Las regiones de Asia Central no fueron meros espacios de tránsito, sino verdaderos campos de experiencia cultural en los que el budismo experimentó profundas transformaciones. Su ubicación estratégica en la intersección de civilizaciones india, persa, helenística y nómada permitió un rico intercambio de ideas y prácticas religiosas. La Ruta de la Seda actuó como un sistema nervioso cultural por el que comerciantes, monjes viajeros y embajadores transportaban no solo mercancías, sino también arte, filosofía y espiritualidad, convirtiendo los monasterios budistas en centros de conocimiento cosmopolita. Figuras como Kumārajīva, aunque posteriores, ejemplifican cómo estos intercambios dieron lugar a traducciones clave del sánscrito al chino, lo que enriqueció la doctrina budista.

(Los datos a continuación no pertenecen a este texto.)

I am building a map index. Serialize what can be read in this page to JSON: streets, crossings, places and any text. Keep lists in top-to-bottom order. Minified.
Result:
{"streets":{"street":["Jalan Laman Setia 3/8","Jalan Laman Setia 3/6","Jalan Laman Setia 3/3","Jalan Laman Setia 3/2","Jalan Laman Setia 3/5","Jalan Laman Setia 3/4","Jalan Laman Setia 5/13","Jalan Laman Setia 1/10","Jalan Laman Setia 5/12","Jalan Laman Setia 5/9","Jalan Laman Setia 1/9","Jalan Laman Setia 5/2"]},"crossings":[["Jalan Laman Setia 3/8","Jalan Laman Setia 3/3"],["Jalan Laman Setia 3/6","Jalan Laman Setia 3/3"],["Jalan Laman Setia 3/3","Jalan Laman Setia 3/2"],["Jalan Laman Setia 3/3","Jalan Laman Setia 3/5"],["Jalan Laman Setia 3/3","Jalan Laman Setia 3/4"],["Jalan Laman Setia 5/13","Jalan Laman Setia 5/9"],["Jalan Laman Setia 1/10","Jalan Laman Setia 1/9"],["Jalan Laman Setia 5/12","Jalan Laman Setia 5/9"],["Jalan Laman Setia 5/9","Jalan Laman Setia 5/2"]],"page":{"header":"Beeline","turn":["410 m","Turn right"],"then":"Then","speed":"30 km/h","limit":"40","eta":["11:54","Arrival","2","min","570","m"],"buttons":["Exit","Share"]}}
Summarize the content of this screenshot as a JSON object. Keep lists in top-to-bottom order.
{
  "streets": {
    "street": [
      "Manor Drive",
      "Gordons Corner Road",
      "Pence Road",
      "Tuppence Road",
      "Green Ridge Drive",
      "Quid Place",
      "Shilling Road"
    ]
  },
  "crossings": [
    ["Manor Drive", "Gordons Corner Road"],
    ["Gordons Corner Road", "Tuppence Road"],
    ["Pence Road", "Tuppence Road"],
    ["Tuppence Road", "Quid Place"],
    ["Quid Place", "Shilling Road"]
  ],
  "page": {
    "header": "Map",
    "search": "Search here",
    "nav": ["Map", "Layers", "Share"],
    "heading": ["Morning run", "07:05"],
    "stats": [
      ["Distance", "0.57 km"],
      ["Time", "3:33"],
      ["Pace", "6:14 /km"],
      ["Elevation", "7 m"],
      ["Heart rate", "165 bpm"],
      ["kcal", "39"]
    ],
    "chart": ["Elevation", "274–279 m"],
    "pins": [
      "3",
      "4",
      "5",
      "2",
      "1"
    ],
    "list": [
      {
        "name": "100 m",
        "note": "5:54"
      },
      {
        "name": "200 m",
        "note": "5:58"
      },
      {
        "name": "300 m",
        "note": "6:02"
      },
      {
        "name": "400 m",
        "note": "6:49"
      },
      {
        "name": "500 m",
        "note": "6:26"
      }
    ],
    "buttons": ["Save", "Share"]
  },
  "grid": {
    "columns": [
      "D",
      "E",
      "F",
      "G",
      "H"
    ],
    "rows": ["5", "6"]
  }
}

Las comunidades budistas de Asia Central reinterpretaron activamente el budismo, traduciendo textos a lenguas locales como el sogdiano, el bactriano y el khotanés. Este proceso implicaba más que la traducción literal: suponía una reelaboración conceptual que enriquecía la doctrina original. En Gandhāra se desarrolló un estilo artístico único que fusionaba elementos grecorromanos con la iconografía budista, creando esculturas del Buda con rasgos occidentalizantes mediante técnicas helenísticas, lo que constituye un testimonio de esta extraordinaria síntesis cultural. Esta adaptabilidad fue fundamental para preparar el budismo para su expansión hacia China, donde interactuaría con el confucianismo y el taoísmo, y se transformaría en formas propias, como el budismo chan (zen).
II - El dominio militar, político y cultural de la Ruta de la Seda en el siglo I e.c.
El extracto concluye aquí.